Your copy of the data should match it exactly, leaving out only the pictures.

▶ _Exercise materials_
[Start of section]

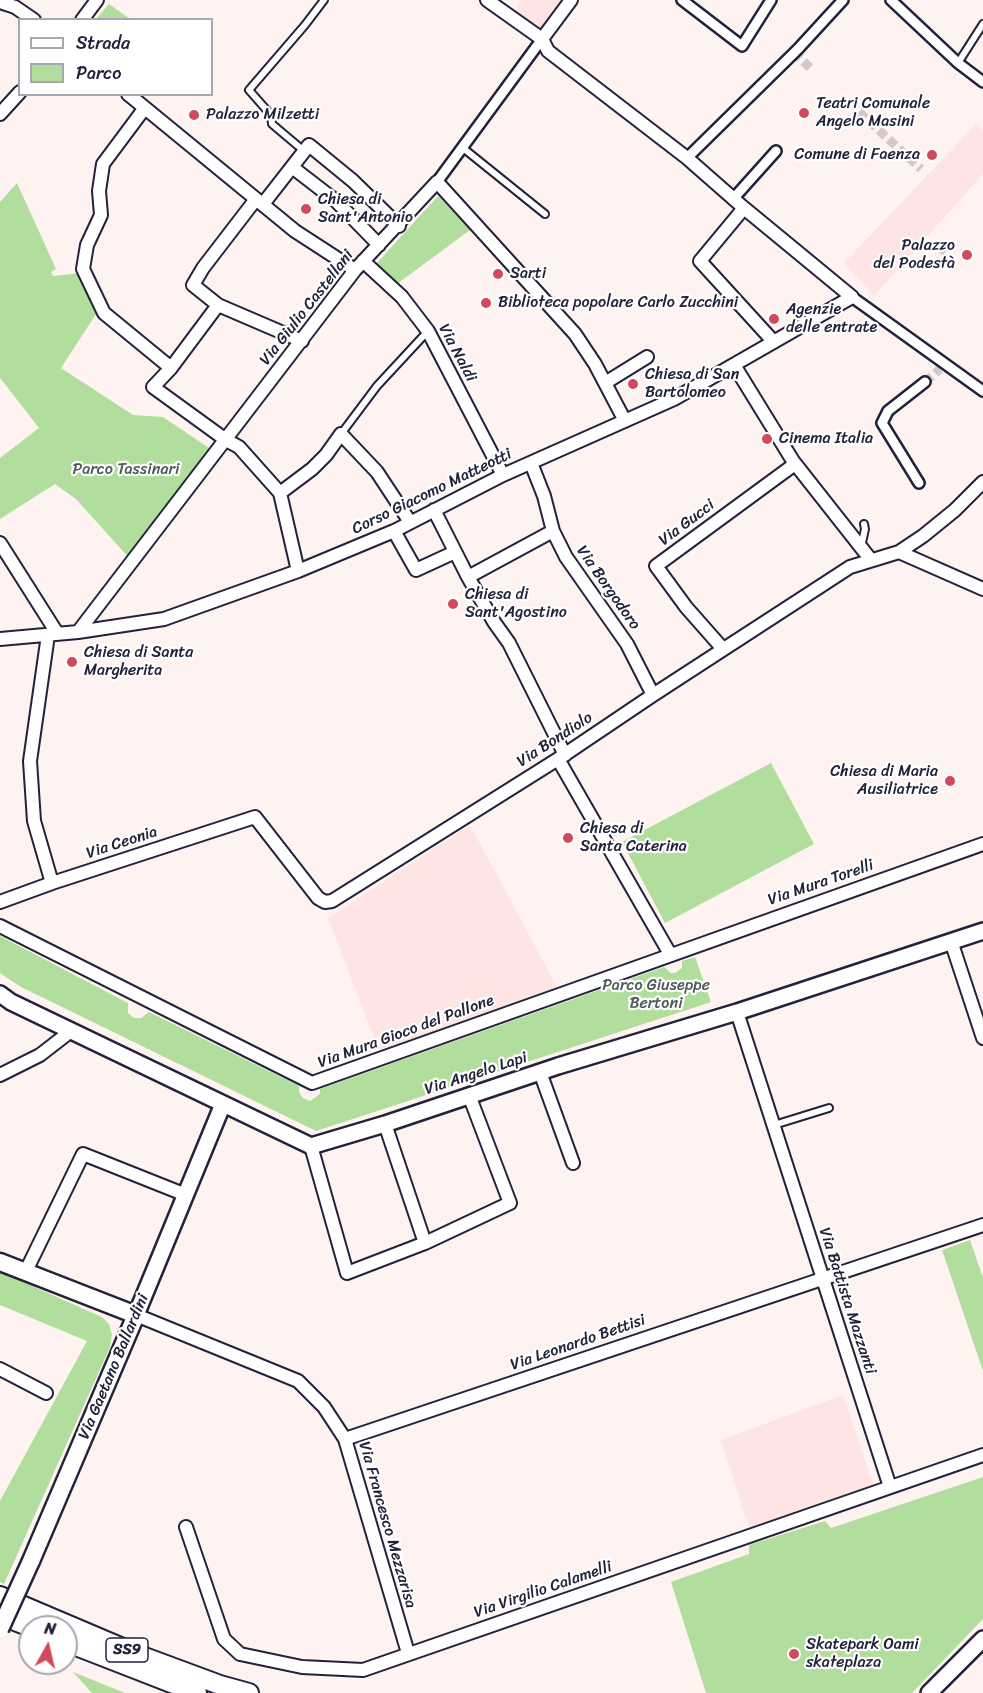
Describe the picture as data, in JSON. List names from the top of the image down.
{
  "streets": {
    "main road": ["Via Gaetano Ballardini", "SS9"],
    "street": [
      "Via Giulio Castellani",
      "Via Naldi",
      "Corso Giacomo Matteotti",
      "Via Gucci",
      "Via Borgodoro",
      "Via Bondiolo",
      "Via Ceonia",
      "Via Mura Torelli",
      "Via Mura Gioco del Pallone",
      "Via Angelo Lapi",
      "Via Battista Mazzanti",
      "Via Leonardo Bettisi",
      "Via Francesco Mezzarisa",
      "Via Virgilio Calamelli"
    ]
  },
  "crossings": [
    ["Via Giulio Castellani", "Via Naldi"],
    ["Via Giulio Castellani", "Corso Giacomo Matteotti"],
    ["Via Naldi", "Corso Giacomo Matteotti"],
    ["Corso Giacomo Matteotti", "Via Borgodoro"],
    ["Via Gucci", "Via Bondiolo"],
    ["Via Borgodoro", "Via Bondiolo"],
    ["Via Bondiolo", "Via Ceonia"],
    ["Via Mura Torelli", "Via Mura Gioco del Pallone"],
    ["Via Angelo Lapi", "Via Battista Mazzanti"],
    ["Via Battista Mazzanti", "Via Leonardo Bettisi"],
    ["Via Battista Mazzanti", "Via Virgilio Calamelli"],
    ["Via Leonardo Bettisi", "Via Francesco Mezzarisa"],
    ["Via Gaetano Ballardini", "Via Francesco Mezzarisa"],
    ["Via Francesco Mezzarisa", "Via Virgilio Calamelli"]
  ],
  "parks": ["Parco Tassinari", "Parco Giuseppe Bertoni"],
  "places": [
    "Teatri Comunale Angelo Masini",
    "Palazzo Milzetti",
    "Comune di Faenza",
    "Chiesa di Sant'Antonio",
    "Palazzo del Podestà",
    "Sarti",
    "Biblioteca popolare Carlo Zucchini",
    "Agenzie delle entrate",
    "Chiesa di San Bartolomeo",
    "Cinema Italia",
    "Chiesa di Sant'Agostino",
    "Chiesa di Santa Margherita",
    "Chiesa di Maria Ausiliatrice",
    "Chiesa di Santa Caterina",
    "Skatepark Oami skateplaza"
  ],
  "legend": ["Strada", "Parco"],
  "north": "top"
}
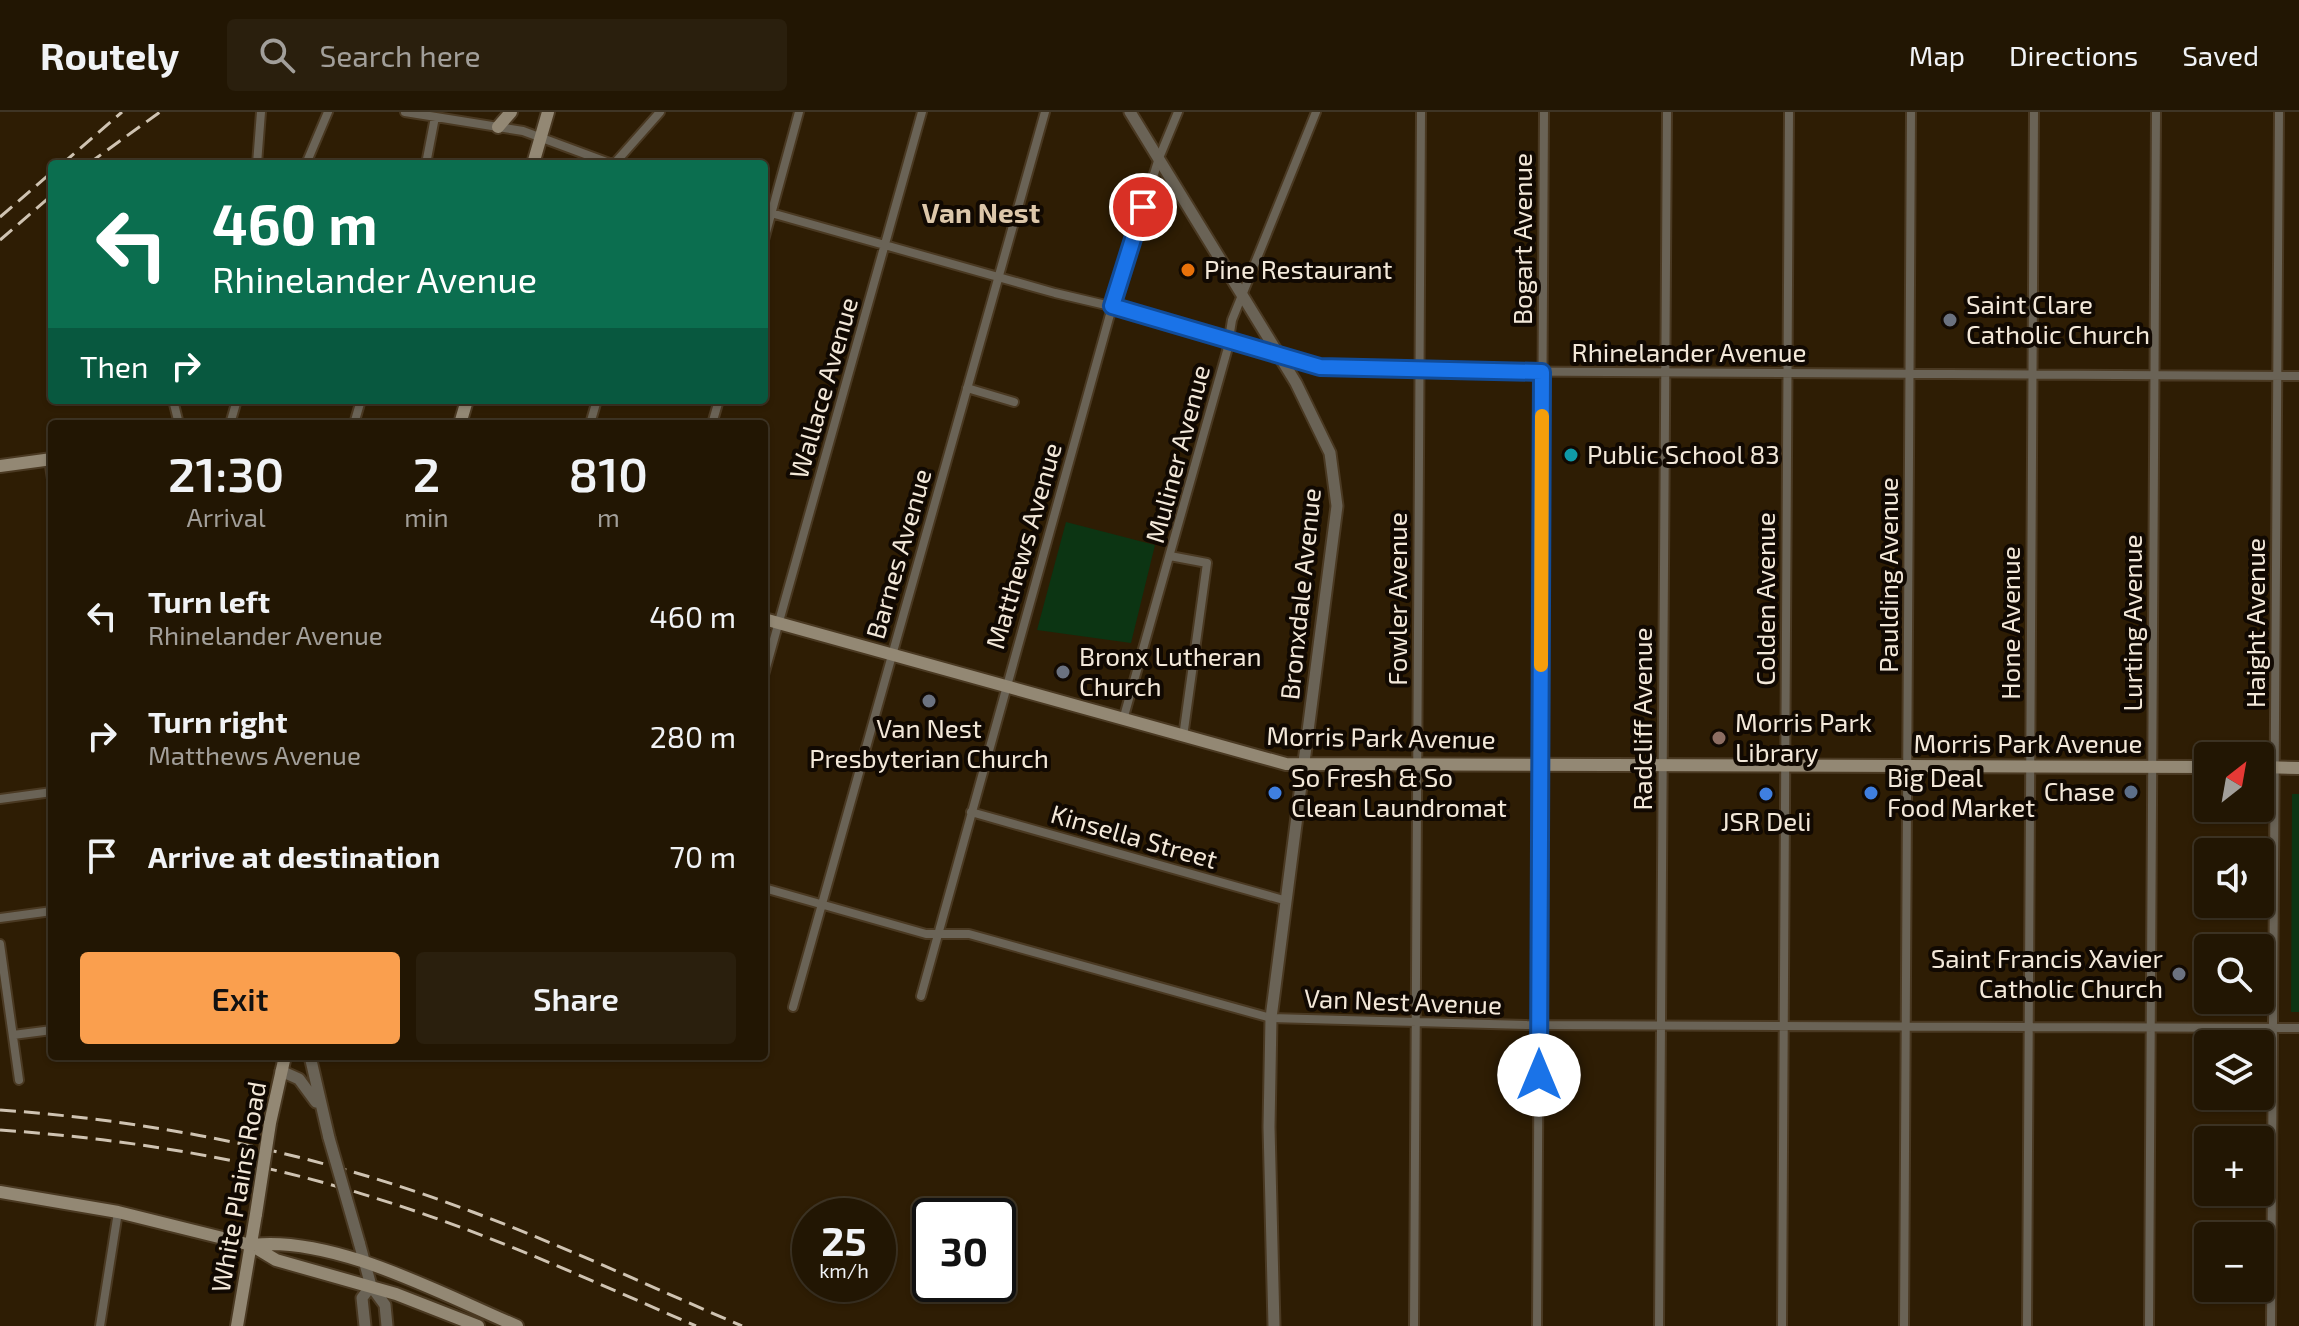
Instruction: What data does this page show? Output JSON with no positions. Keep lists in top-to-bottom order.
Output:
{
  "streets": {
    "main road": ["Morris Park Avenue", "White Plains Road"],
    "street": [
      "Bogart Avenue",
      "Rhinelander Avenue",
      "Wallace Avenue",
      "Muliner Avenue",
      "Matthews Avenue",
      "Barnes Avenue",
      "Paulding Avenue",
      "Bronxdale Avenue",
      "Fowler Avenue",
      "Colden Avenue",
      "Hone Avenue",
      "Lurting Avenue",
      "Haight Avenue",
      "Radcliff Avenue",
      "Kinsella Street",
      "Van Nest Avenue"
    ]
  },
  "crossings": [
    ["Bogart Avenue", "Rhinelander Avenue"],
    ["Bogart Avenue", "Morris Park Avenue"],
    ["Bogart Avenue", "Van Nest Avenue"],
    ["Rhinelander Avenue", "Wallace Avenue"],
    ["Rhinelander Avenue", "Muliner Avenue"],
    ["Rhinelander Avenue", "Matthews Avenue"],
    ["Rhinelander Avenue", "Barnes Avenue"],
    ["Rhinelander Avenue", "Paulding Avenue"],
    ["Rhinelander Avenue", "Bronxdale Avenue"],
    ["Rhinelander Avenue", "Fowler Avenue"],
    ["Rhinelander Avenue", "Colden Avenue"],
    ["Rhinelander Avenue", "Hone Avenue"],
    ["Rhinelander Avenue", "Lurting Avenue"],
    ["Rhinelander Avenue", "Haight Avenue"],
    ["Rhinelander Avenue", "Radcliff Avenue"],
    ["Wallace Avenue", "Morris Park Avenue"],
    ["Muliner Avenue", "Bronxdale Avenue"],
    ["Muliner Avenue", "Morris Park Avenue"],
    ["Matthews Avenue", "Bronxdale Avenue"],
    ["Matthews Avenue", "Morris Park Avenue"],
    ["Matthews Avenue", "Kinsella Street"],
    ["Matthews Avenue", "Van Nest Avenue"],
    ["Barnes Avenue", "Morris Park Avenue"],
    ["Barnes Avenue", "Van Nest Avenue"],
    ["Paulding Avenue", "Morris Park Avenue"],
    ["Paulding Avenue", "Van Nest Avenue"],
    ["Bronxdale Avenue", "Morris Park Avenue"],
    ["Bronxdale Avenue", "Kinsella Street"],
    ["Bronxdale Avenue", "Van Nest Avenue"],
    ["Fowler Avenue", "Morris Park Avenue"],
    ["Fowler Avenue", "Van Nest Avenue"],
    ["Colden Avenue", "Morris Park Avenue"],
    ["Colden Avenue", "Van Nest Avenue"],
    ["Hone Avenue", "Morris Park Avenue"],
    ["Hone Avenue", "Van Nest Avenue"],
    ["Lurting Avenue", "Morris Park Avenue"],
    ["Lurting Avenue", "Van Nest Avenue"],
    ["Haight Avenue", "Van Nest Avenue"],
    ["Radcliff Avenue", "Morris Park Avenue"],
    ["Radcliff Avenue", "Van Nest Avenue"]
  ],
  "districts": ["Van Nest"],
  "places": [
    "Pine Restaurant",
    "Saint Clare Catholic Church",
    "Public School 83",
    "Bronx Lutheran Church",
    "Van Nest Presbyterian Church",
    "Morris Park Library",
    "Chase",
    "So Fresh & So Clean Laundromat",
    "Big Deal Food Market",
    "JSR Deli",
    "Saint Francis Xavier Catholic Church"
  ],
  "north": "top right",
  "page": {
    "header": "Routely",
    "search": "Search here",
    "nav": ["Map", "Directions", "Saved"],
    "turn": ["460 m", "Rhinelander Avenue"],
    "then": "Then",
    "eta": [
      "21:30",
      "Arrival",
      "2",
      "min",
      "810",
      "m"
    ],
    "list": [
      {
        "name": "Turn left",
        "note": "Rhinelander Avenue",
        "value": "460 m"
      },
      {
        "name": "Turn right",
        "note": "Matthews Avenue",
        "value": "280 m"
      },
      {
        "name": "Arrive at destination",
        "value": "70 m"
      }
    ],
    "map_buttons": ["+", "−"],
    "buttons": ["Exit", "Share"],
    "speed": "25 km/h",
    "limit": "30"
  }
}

[End of section]

▶ _Task response_
Describe the picture as data, in JSON. List names from the top of the image down.
{
  "streets": {
    "main road": ["Via Gaetano Ballardini", "SS9"],
    "street": [
      "Via Giulio Castellani",
      "Via Naldi",
      "Corso Giacomo Matteotti",
      "Via Gucci",
      "Via Borgodoro",
      "Via Bondiolo",
      "Via Ceonia",
      "Via Mura Torelli",
      "Via Mura Gioco del Pallone",
      "Via Angelo Lapi",
      "Via Battista Mazzanti",
      "Via Leonardo Bettisi",
      "Via Francesco Mezzarisa",
      "Via Virgilio Calamelli"
    ]
  },
  "crossings": [
    ["Via Giulio Castellani", "Via Naldi"],
    ["Via Giulio Castellani", "Corso Giacomo Matteotti"],
    ["Via Naldi", "Corso Giacomo Matteotti"],
    ["Corso Giacomo Matteotti", "Via Borgodoro"],
    ["Via Gucci", "Via Bondiolo"],
    ["Via Borgodoro", "Via Bondiolo"],
    ["Via Bondiolo", "Via Ceonia"],
    ["Via Mura Torelli", "Via Mura Gioco del Pallone"],
    ["Via Angelo Lapi", "Via Battista Mazzanti"],
    ["Via Battista Mazzanti", "Via Leonardo Bettisi"],
    ["Via Battista Mazzanti", "Via Virgilio Calamelli"],
    ["Via Leonardo Bettisi", "Via Francesco Mezzarisa"],
    ["Via Gaetano Ballardini", "Via Francesco Mezzarisa"],
    ["Via Francesco Mezzarisa", "Via Virgilio Calamelli"]
  ],
  "parks": ["Parco Tassinari", "Parco Giuseppe Bertoni"],
  "places": [
    "Teatri Comunale Angelo Masini",
    "Palazzo Milzetti",
    "Comune di Faenza",
    "Chiesa di Sant'Antonio",
    "Palazzo del Podestà",
    "Sarti",
    "Biblioteca popolare Carlo Zucchini",
    "Agenzie delle entrate",
    "Chiesa di San Bartolomeo",
    "Cinema Italia",
    "Chiesa di Sant'Agostino",
    "Chiesa di Santa Margherita",
    "Chiesa di Maria Ausiliatrice",
    "Chiesa di Santa Caterina",
    "Skatepark Oami skateplaza"
  ],
  "legend": ["Strada", "Parco"],
  "north": "top"
}
Instruction: What data does this page show? Output JSON with no positions. Keep lists in top-to-bottom order.
Output:
{
  "streets": {
    "main road": ["Morris Park Avenue", "White Plains Road"],
    "street": [
      "Bogart Avenue",
      "Rhinelander Avenue",
      "Wallace Avenue",
      "Muliner Avenue",
      "Matthews Avenue",
      "Barnes Avenue",
      "Paulding Avenue",
      "Bronxdale Avenue",
      "Fowler Avenue",
      "Colden Avenue",
      "Hone Avenue",
      "Lurting Avenue",
      "Haight Avenue",
      "Radcliff Avenue",
      "Kinsella Street",
      "Van Nest Avenue"
    ]
  },
  "crossings": [
    ["Bogart Avenue", "Rhinelander Avenue"],
    ["Bogart Avenue", "Morris Park Avenue"],
    ["Bogart Avenue", "Van Nest Avenue"],
    ["Rhinelander Avenue", "Wallace Avenue"],
    ["Rhinelander Avenue", "Muliner Avenue"],
    ["Rhinelander Avenue", "Matthews Avenue"],
    ["Rhinelander Avenue", "Barnes Avenue"],
    ["Rhinelander Avenue", "Paulding Avenue"],
    ["Rhinelander Avenue", "Bronxdale Avenue"],
    ["Rhinelander Avenue", "Fowler Avenue"],
    ["Rhinelander Avenue", "Colden Avenue"],
    ["Rhinelander Avenue", "Hone Avenue"],
    ["Rhinelander Avenue", "Lurting Avenue"],
    ["Rhinelander Avenue", "Haight Avenue"],
    ["Rhinelander Avenue", "Radcliff Avenue"],
    ["Wallace Avenue", "Morris Park Avenue"],
    ["Muliner Avenue", "Bronxdale Avenue"],
    ["Muliner Avenue", "Morris Park Avenue"],
    ["Matthews Avenue", "Bronxdale Avenue"],
    ["Matthews Avenue", "Morris Park Avenue"],
    ["Matthews Avenue", "Kinsella Street"],
    ["Matthews Avenue", "Van Nest Avenue"],
    ["Barnes Avenue", "Morris Park Avenue"],
    ["Barnes Avenue", "Van Nest Avenue"],
    ["Paulding Avenue", "Morris Park Avenue"],
    ["Paulding Avenue", "Van Nest Avenue"],
    ["Bronxdale Avenue", "Morris Park Avenue"],
    ["Bronxdale Avenue", "Kinsella Street"],
    ["Bronxdale Avenue", "Van Nest Avenue"],
    ["Fowler Avenue", "Morris Park Avenue"],
    ["Fowler Avenue", "Van Nest Avenue"],
    ["Colden Avenue", "Morris Park Avenue"],
    ["Colden Avenue", "Van Nest Avenue"],
    ["Hone Avenue", "Morris Park Avenue"],
    ["Hone Avenue", "Van Nest Avenue"],
    ["Lurting Avenue", "Morris Park Avenue"],
    ["Lurting Avenue", "Van Nest Avenue"],
    ["Haight Avenue", "Van Nest Avenue"],
    ["Radcliff Avenue", "Morris Park Avenue"],
    ["Radcliff Avenue", "Van Nest Avenue"]
  ],
  "districts": ["Van Nest"],
  "places": [
    "Pine Restaurant",
    "Saint Clare Catholic Church",
    "Public School 83",
    "Bronx Lutheran Church",
    "Van Nest Presbyterian Church",
    "Morris Park Library",
    "Chase",
    "So Fresh & So Clean Laundromat",
    "Big Deal Food Market",
    "JSR Deli",
    "Saint Francis Xavier Catholic Church"
  ],
  "north": "top right",
  "page": {
    "header": "Routely",
    "search": "Search here",
    "nav": ["Map", "Directions", "Saved"],
    "turn": ["460 m", "Rhinelander Avenue"],
    "then": "Then",
    "eta": [
      "21:30",
      "Arrival",
      "2",
      "min",
      "810",
      "m"
    ],
    "list": [
      {
        "name": "Turn left",
        "note": "Rhinelander Avenue",
        "value": "460 m"
      },
      {
        "name": "Turn right",
        "note": "Matthews Avenue",
        "value": "280 m"
      },
      {
        "name": "Arrive at destination",
        "value": "70 m"
      }
    ],
    "map_buttons": ["+", "−"],
    "buttons": ["Exit", "Share"],
    "speed": "25 km/h",
    "limit": "30"
  }
}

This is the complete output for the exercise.